Ve hükümetin depremin yaralarını sarmak için halktan vergi toplamaya çalıştığını... Kimsenin para vermemek, yardım etmemek gibi bir kaygısı yok. Ay sonu olmasına, insanların çoğunun cebinde para olmamasına karşın herkes elinden geldiği ölçüde yardımını yaptı, yapmaya devam ediyor, edecek de...
Ama 20-30 milyona satılan cep telefonundan 50 milyon TL. vergi toplanması gibi zorunlu vergi yasası, günlerdir kendi yakınlarını kaybetmiş gibi sarsılanları daha da sarstı.
Söz konusu olan para değildi, hükümetin tavrıydı. Onları resmen soymaya çalışmasıydı ve bu paraların gerçekten depremzedelere harcanacağından emin olunmamasıydı.
Ne acı değil mi?
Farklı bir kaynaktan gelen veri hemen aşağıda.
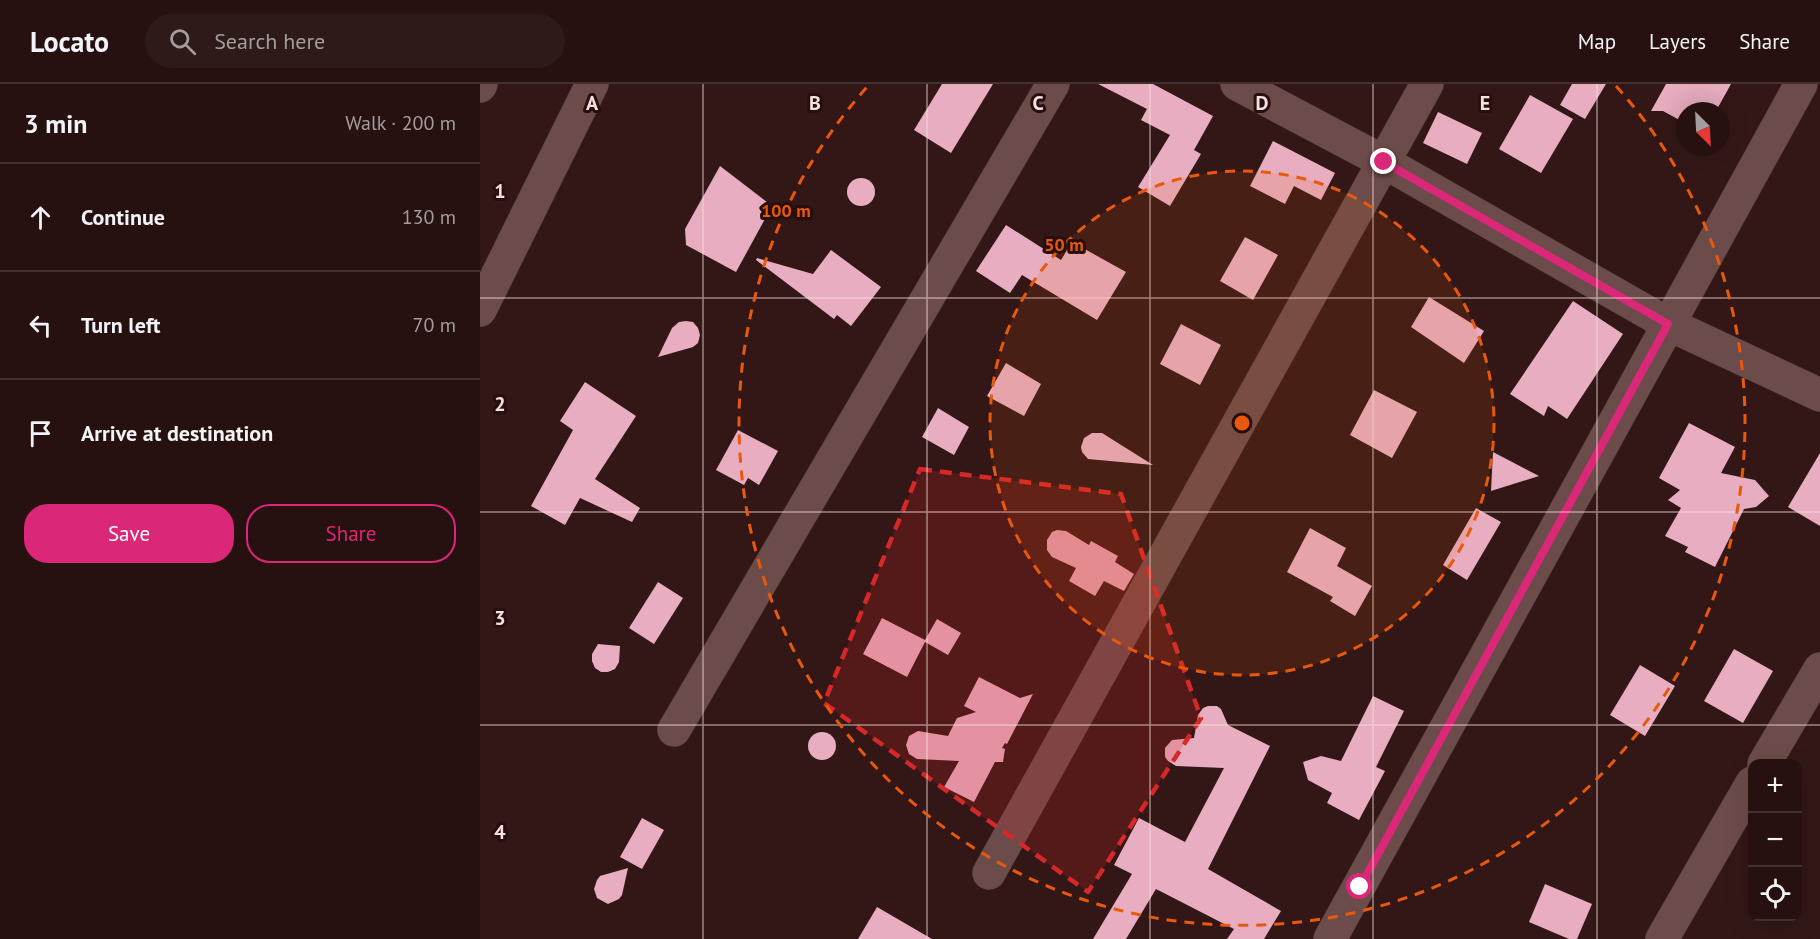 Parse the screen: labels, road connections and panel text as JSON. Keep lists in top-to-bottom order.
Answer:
{
  "north": "bottom right",
  "page": {
    "header": "Locato",
    "search": "Search here",
    "nav": ["Map", "Layers", "Share"],
    "heading": ["3 min", "Walk · 200 m"],
    "list": [
      ["Continue", "130 m"],
      ["Turn left", "70 m"],
      "Arrive at destination"
    ],
    "buttons": ["Save", "Share"],
    "map_buttons": ["+", "−"]
  },
  "grid": {
    "columns": [
      "A",
      "B",
      "C",
      "D",
      "E"
    ],
    "rows": [
      "1",
      "2",
      "3",
      "4"
    ]
  },
  "rings": ["100 m", "50 m"]
} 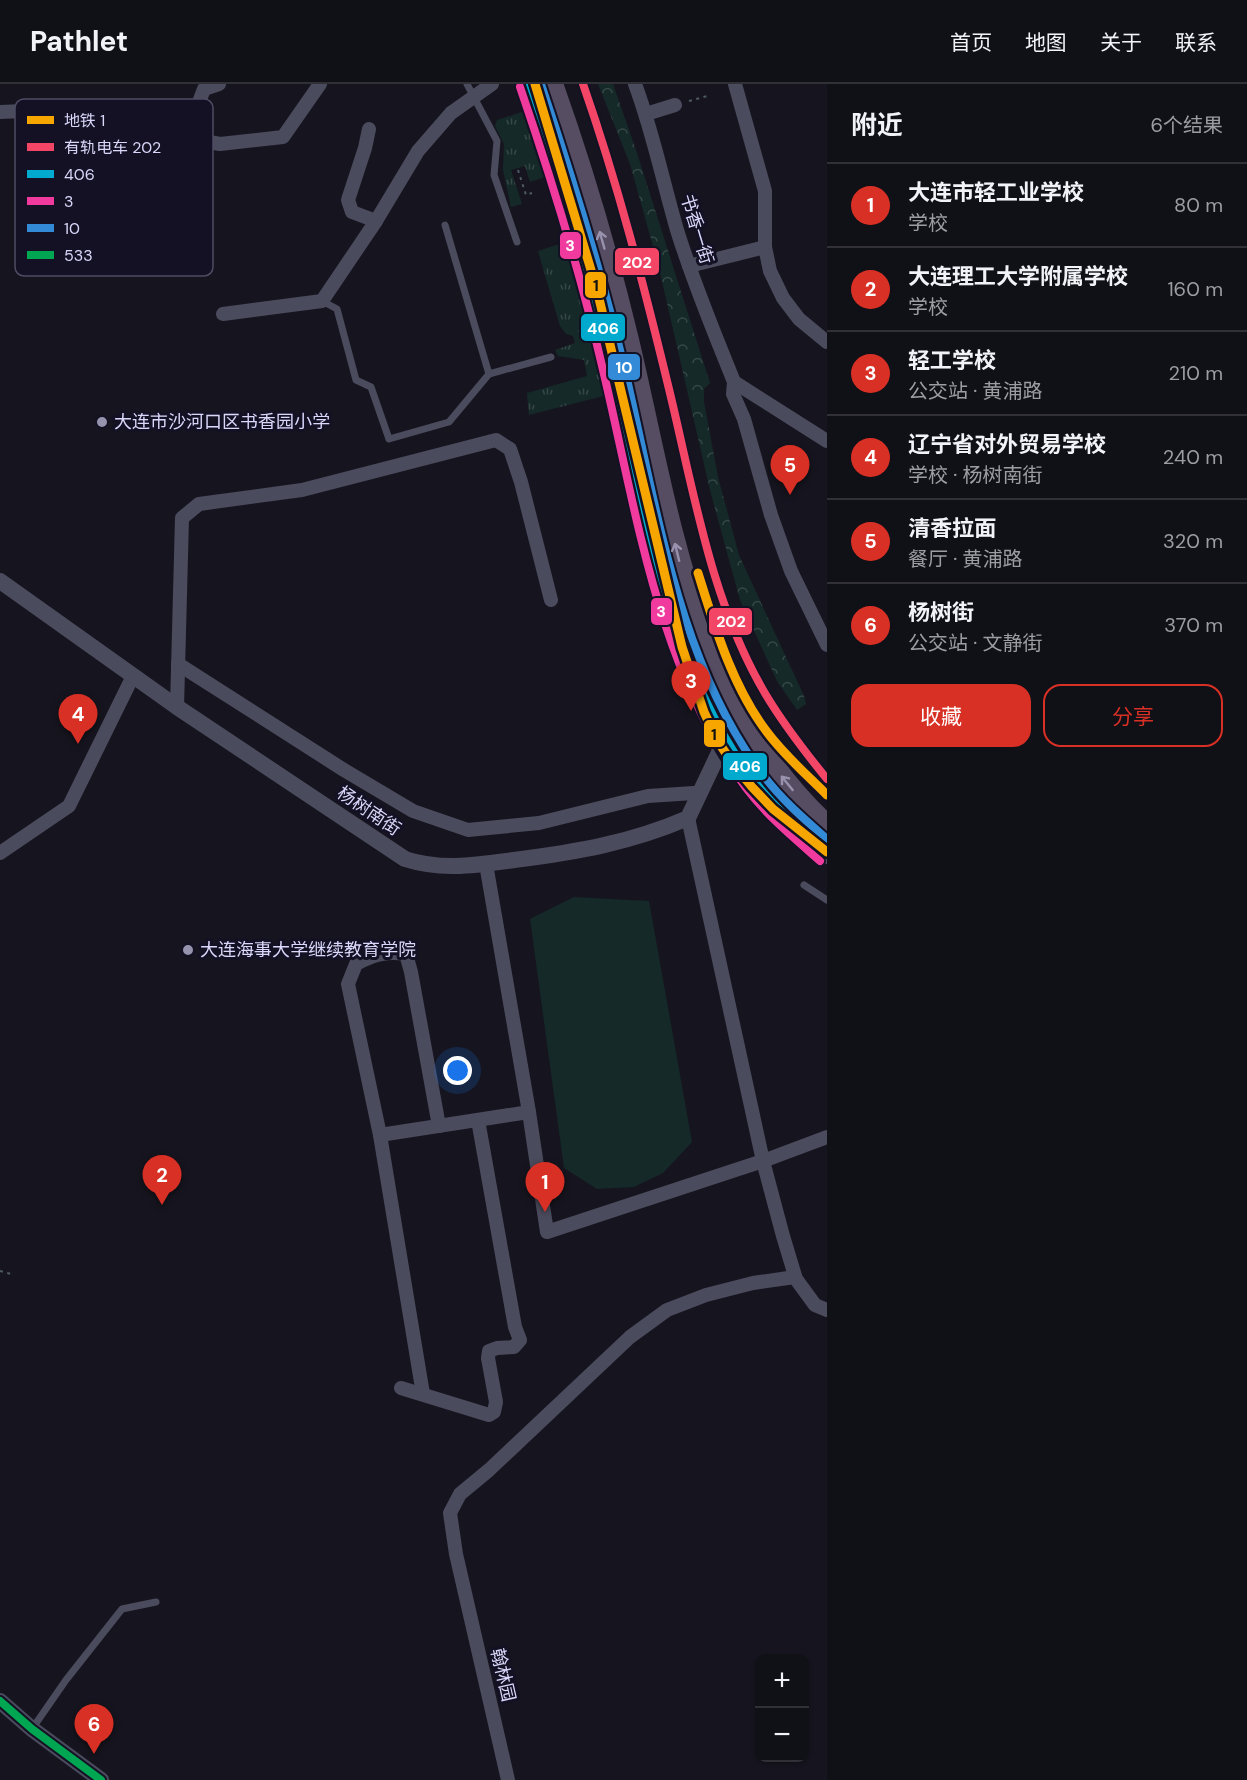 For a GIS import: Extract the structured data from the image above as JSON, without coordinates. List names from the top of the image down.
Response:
{
  "streets": {
    "street": ["书香一街", "杨树南街", "翰林园"]
  },
  "places": ["大连市沙河口区书香园小学", "大连海事大学继续教育学院"],
  "lines": [
    "metro line 1",
    "tram line 202",
    "transit line 406",
    "transit line 10",
    "transit line 3",
    "transit line 533"
  ],
  "legend": [
    "地铁 1",
    "有轨电车 202",
    "406",
    "3",
    "10",
    "533"
  ],
  "page": {
    "header": "Pathlet",
    "nav": [
      "首页",
      "地图",
      "关于",
      "联系"
    ],
    "heading": ["附近", "6个结果"],
    "list": [
      {
        "mark": "1",
        "name": "大连市轻工业学校",
        "note": "学校",
        "value": "80 m"
      },
      {
        "mark": "2",
        "name": "大连理工大学附属学校",
        "note": "学校",
        "value": "160 m"
      },
      {
        "mark": "3",
        "name": "轻工学校",
        "note": "公交站 · 黄浦路",
        "value": "210 m"
      },
      {
        "mark": "4",
        "name": "辽宁省对外贸易学校",
        "note": "学校 · 杨树南街",
        "value": "240 m"
      },
      {
        "mark": "5",
        "name": "清香拉面",
        "note": "餐厅 · 黄浦路",
        "value": "320 m"
      },
      {
        "mark": "6",
        "name": "杨树街",
        "note": "公交站 · 文静街",
        "value": "370 m"
      }
    ],
    "pins": [
      "5",
      "3",
      "4",
      "2",
      "1",
      "6"
    ],
    "buttons": ["收藏", "分享"],
    "map_buttons": ["+", "−"]
  }
}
Vatandaş hükümete güvenmiyor. Bu toplanan paraların yerine harcanacağına inanmıyor. Bankalarda toplanan paraların akibetinden şüphe ediliyor. Trilyonlarca lira repo mu yapılıyor, yapılıyorsa üzerine mi ekleniyor, bankaya mı kalıyor, ne oluyor?
Kötü örnekler anlatılıyor. Bir belediyenin yardım konvoyunun peşine takılanlar, konvoyun bir saatlik bir tur attıktan sonra geriye döndüğünü gördüklerini yazıyorlar. Halkı, medyayı herkesi kandırdıklarını anlatıyorlar. Güven yok olmuş. Bu yüzden herkes kendi yardımını kendisi yapmak istiyor.
Herkes aynı soruyu soruyor: "Biz bu adamları nasıl seçtik?"